There is a direct line from the constellation of organizations surrounding Yass, Brouillette, and the Commonwealth Foundation, which shares office space with Brouillette’s group, Commonwealth Partners, to the type of extremism on display at the Capitol on Jan. 6.

One need look no further than the tumultuous last year in Pennsylvania politics to see this corrupting influence on display. Yass runs his millions through Students First PAC, which essentially serves as a pass-through entity to Commonwealth Partners and the politicians it supports.

The Commonwealth Foundation and the Brouillette-run Commonwealth Partners, were caught serving as a staging location for the ReOpen rallies in April that served as an intellectual precursor for the Stop The Steal rallies drawing like-minded individuals. Participating in those rallies and the Facebook groups that spawned them were many Trump apologists, white supremacists, and armed militia. The extremism was on full display at those early rallies.

Many of the same recipients of funds from the Commonwealth Leadership and Children’s Choice Funds were lead sponsors of legislation that would have forced unsafe re-openings.

The timelines for the disbursements of funds was conspicuously close to the legislative calendar. This was a similar feature in 2019 when these two funds’ political giving nearly matched the legislative calendar for House Bills 1800 and 800, two privatization schemes for voucher programs in Pennsylvania. It’s not hard to see why.

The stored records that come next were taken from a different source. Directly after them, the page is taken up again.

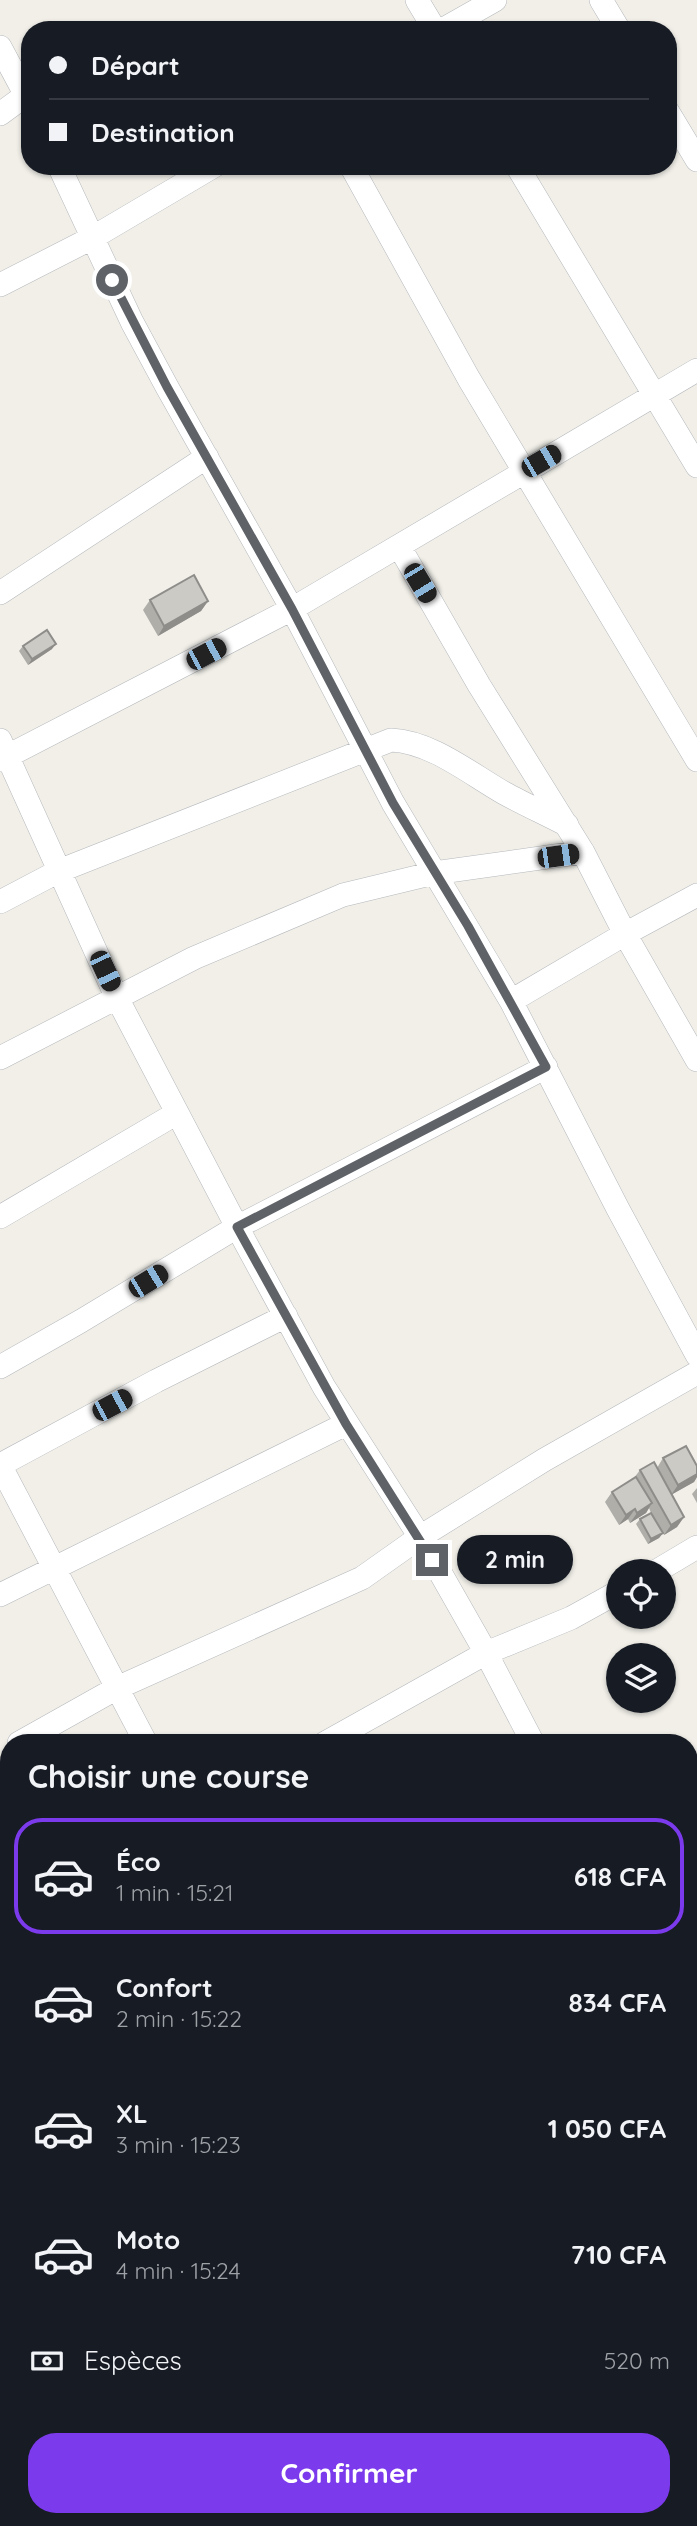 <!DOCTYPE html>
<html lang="fr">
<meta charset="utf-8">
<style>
:root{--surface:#171b24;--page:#242831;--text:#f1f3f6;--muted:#9ea1a6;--line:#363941;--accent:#7c3aed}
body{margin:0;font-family:Quicksand,sans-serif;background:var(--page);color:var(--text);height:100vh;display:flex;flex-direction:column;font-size:26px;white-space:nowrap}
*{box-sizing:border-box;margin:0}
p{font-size:23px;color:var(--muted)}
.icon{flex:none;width:38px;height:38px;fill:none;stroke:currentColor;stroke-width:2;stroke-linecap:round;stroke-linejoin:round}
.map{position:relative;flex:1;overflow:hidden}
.sheet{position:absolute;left:0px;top:1734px;width:698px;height:793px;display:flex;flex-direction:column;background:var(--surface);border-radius:28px 28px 0 0;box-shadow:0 2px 5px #0004}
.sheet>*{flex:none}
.guide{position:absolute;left:21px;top:21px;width:656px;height:154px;border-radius:28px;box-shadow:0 2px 5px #0004;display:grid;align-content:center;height:154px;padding:0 28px;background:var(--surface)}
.fabs{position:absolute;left:606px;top:1559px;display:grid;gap:14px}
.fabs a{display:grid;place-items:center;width:70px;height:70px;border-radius:50%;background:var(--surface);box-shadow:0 2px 5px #0004;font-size:35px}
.end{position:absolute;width:32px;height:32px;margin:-16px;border:9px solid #5f6368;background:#fff;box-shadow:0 0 0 4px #fff}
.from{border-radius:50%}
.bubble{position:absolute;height:49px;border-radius:24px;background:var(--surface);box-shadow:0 2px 5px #0004;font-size:23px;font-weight:700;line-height:49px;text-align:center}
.car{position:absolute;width:21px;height:42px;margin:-21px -10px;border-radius:9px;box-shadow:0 0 5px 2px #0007;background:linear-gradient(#222 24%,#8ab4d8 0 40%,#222 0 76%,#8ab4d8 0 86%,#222 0)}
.guide b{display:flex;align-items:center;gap:24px;height:66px;font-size:26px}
.guide b+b{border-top:2px solid var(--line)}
.guide i{width:18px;height:18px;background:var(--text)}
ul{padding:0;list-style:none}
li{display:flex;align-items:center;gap:21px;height:116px;margin:0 14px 10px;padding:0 14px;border:4px solid transparent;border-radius:28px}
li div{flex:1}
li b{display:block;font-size:26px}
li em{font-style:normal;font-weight:700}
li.on{border-color:var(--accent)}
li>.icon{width:63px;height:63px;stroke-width:1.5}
h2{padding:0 28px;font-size:32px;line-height:84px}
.pay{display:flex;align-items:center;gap:18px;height:77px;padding:0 28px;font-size:26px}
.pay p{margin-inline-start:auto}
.button{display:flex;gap:14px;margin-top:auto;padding:14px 28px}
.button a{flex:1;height:80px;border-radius:28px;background:var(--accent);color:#fff;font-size:28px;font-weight:700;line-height:80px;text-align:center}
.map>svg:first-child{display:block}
</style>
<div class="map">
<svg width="697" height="2526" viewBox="0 0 697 2526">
<rect width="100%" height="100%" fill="#f1efe8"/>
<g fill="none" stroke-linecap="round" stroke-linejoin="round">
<!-- minor casing -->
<g stroke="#b5b8bc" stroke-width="24">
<path id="minor" d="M 417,0 L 435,30
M 601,0 L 619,30
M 442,30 L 495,0
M 0,47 L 30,103
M 668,112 L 697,160
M 0,114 L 26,95
M 59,166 L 132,322 L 167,387 L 292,609 L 393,803 L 511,1001 L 618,1209 L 697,1355
M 351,166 L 469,379 L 697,760
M 517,166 L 697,466
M 0,285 L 92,238 L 214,166
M 399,546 L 479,685 L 583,852 L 625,934 L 697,1060
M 0,593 L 207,457
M 0,740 L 116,996 L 237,1227 L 324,1387 L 420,1537 L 486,1653 L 533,1743
M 0,760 L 292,609 L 697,370
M 0,902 L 59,871 L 391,740 C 432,742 469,773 504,793 C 524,804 546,814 567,825
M 511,1001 L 625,934 L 697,895
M 0,1058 L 194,958 L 343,895 L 434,873 L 583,852
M 0,1217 L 177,1113
M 0,1367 L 81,1321 L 237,1227 L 546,1067
M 655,1572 L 697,1547
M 0,1595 L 346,1424
M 19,1743 L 117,1688 L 362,1578 L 420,1537 L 544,1460 L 697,1373
M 146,1743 L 0,1465 L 156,1381 L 286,1316
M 325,1743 L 486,1653 L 571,1618 L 618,1592
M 690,1827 L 697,1823
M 0,1907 L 9,1902
M 690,1981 L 697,1977
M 690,2027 L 697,2046
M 0,2205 L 9,2201
M 690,2351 L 697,2346
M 0,2373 L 9,2369
M 162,2518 L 164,2526
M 340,2518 L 345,2526
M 371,2526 L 385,2518"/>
</g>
<!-- minor -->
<use href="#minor" stroke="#fff" stroke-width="23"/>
</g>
<!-- wall -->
<path fill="#afaea9" d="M 150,600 L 208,601 L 201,611 L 158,636 L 143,610 Z
M 23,646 L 52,649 L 28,665 L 19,651 Z
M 663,1458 L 697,1466 L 697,1477 L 694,1482 L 672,1494 L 684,1517 L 677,1527 L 664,1535 L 663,1533 L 659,1538 L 648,1544 L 636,1524 L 640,1519 L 651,1513 L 649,1508 L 646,1513 L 630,1523 L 628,1519 L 619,1525 L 605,1502 L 612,1492 L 634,1478 L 640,1470 L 657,1468 Z
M 697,1488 L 697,1503 L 692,1494 Z"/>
<!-- shaded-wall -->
<path fill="#8f8d8a" d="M 208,601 L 201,611 L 158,636 L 164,626 Z
M 56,644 L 52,649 L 28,665 L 32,659 Z
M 697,1474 L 697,1477 L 694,1482 L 671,1495 L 678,1485 Z
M 652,1503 L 646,1513 L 630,1523 L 637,1513 Z
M 635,1509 L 628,1519 L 619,1525 L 626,1515 Z
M 684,1517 L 677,1527 L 664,1535 L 671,1525 Z
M 663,1533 L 659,1538 L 648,1544 L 651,1539 Z"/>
<!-- building -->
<path fill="#cccac5" stroke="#8f8d8a" stroke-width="2" d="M 194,575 L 208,601 L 164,626 L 150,600 Z
M 47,630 L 56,644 L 32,659 L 23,646 Z
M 686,1446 L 697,1466 L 697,1474 L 678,1485 L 663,1458 Z
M 654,1462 L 684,1517 L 671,1525 L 640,1470 Z
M 636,1477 L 652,1503 L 637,1513 L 635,1509 L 626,1515 L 612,1492 Z
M 651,1513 L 663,1533 L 651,1539 L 640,1519 Z"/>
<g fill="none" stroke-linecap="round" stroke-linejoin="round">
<!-- route -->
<path stroke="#5f6368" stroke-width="9" d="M 112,280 L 167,387 L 292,609 L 393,803 L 468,926 L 546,1067 L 237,1227 L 346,1424 L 432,1560"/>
</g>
</svg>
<div class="fabs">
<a><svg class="icon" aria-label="locate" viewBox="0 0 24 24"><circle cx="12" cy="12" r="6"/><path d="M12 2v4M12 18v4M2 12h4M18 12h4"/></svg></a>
<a><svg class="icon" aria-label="layers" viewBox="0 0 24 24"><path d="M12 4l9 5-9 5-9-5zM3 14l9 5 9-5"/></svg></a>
</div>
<i class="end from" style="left:112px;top:280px"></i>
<i class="end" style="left:432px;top:1560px"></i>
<div class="bubble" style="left:457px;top:1535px;width:116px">2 min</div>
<i class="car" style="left:541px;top:461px;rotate:60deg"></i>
<i class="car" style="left:420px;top:583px;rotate:149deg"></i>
<i class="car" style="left:206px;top:654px;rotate:62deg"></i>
<i class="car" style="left:558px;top:856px;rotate:82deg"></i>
<i class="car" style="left:105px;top:971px;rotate:155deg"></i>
<i class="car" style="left:148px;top:1281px;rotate:59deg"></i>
<i class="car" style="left:112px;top:1405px;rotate:62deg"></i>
<div class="guide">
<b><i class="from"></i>Départ</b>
<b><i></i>Destination</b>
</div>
<section class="sheet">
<h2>Choisir une course</h2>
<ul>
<li class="on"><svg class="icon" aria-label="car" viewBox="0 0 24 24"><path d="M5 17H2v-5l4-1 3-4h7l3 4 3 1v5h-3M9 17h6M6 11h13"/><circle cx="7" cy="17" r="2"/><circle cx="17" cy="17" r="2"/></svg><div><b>Éco</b><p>1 min · 15:21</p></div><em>618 CFA</em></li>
<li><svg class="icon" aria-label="car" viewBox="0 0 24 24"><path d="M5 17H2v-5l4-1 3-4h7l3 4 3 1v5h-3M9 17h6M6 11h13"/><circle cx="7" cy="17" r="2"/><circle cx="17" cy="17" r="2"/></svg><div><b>Confort</b><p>2 min · 15:22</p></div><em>834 CFA</em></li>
<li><svg class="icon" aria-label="car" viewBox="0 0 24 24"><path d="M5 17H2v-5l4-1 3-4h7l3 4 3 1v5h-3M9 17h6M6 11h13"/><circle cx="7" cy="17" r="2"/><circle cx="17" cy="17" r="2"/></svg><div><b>XL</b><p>3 min · 15:23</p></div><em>1 050 CFA</em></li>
<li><svg class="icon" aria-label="car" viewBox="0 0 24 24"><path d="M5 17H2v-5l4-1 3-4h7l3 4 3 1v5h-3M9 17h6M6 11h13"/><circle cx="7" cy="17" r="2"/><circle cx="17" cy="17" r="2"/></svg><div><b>Moto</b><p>4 min · 15:24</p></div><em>710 CFA</em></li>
</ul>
<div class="pay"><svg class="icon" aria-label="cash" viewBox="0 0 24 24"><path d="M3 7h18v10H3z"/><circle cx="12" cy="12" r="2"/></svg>Espèces<p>520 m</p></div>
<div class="button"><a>Confirmer</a></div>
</section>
</div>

Elected officials receiving money from Yass and Brouillette include many influential leaders on committees and some of the most outspoken individuals promoting conspiracy theories on both the election and the coronavirus. They even cross partisan lines on occasion, including one eye-popping sum of $600,000 from Yass given to the Democratic Minority Whip Jordan Harris, D-Philadelphia, who was quoted as saying, “Damn right, I’ll take the money.”

As corporations have begun to stand up and pull donations from Pennsylvania politicians who pushed conspiracy theories about the election, it’s time to do the same for the tainted contributions from Yass, Brouillette, and their ilk. Pennsylvania politicians should immediately cease their abusive relationship with Yass’ billions.

There will be plenty of opportunities to do so this year, since just days after the election, Yass moved $9 million to Students First PAC, which promptly moved nearly all of that to Brouillette and the Commonwealth Children’s Choice Fund.

We’ll be watching.

Eric Rosso is the executive director of Pennsylvania Spotlight, a progressive advocacy organization based in Pittsburgh.